Industry intra-operability offers unique advantages as well in the maintenance of locomotives including knowing the status of a foreign locomotive and the opportunity for performance-based maintenance in lieu of prescriptive mandates. An accurate and complete history of diagnostic data could also result in a different concept of competitive nationwide maintenance and warranty services contracted on a railroad if not an industry basis.
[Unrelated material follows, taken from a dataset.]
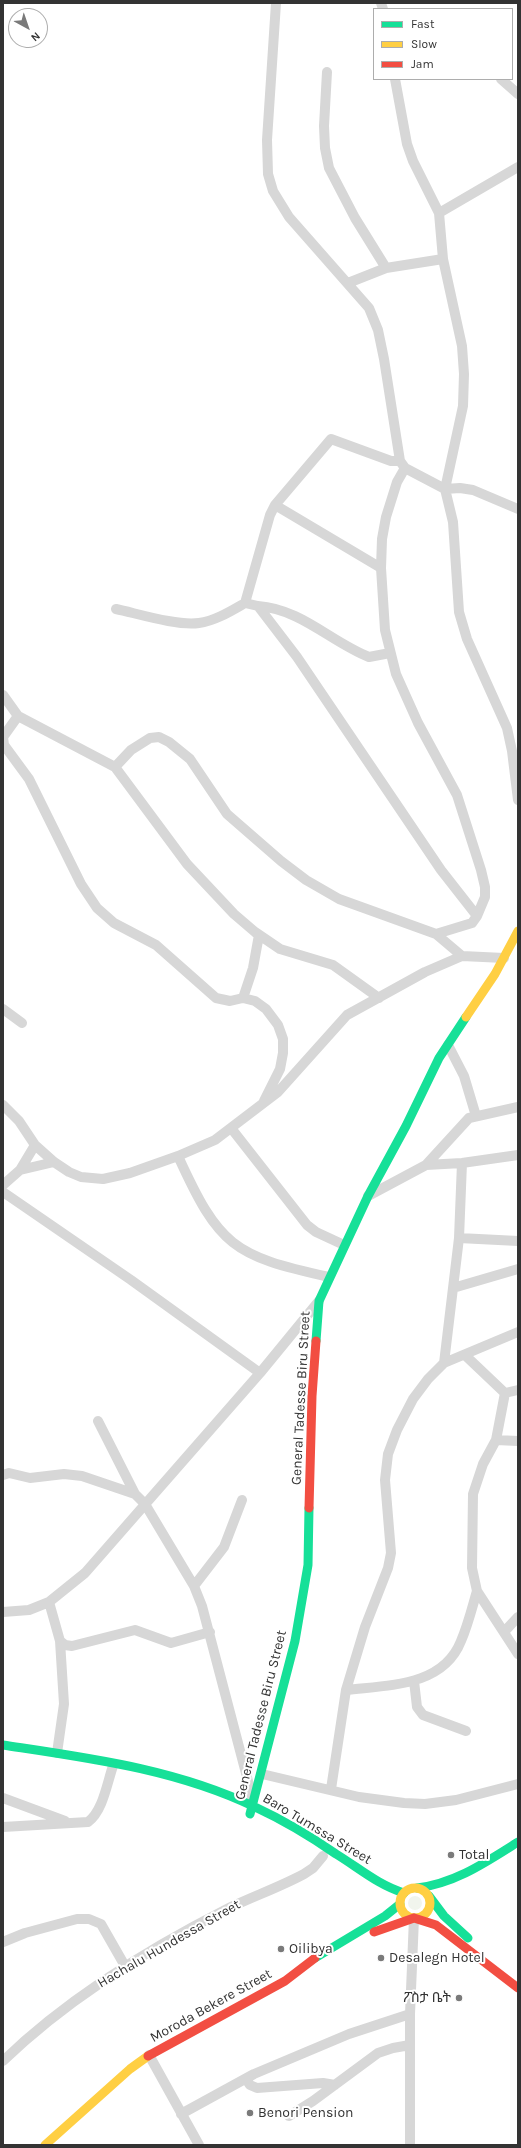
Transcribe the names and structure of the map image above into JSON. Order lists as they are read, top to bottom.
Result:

Given the increasing expectations and requirements for security of shipments for both commercial and safety purposes, industry intra-operability provides a reliable and commanding level of data for both a shipment’s status and its chain of custody, including TIH shipments. As noted in the Teddy Bear posting PTC Delivers Business Benefits, these business benefits as well as a range of other business benefits that are mistakenly associated with PTC, can be achieved relatively easily with a strategic railroading perspective leveraging the three core technologies discussed in the three prior postings – if the appropriate human resources are provided.
As noted earlier, the railroads are applying substantial technical resources to obtain railroad inter-operability. Fortunately, these technicians are not the same resources required to pursue the business benefits. Unfortunately, the appropriate human resources actually don’t exist in the railroads today, i.e., technologists that can deliver a unique blend of multiple disciplines including wireless & IT technologies, business case development, business process analysis, operations research, and a touch of Six Sigma. Fortunately, however, the ROI’s of the business benefits that can be delivered are quite substantial and can thereby justify obtaining and committing the appropriate resources. Unfortunately though, few railroads, if any, have identified the use of technologists to rethink operations based upon advancing technologies, most specifically wireless. It seems that there are no senior technologist positions in the railroads that can develop and present a threshold business case to senior management to pursue developing a strategic technology plan in sync with a strategic business plan.
As to the supplier community, there are at best a few that have the wherewithal to put together synced business / technology strategies, albeit somewhat biased undoubtedly. But even those suppliers that may be capable of doing so are reluctant to take on the railroads in a top-down fashion instead of the politically correct but likely ineffective bottom-up approach. In either intrinsic railroad practices or supplier marketing practices, senior railroad management is not getting the message as to what can be done with advancing technologies.
The bottom line is that the railroads don’t need to wait for the business benefits that have been inappropriately associated with the deployment of PTC. The financial justification is there to deploy a team of technologists to structure the business and technology strategies, the implementation of which will handsomely offset the investment required for narrow-band 160-161 MHz and PTC’s 220 MHz. The cost to take full advantage of narrow-banding as well as the somewhat green-field deployment of the 220 MHz bands for PTC by 2016 will be extraordinary. However, the business value that the new-found wireless capacity can deliver is unprecedented, that is if the railroads collectively expand the dimensions of operability.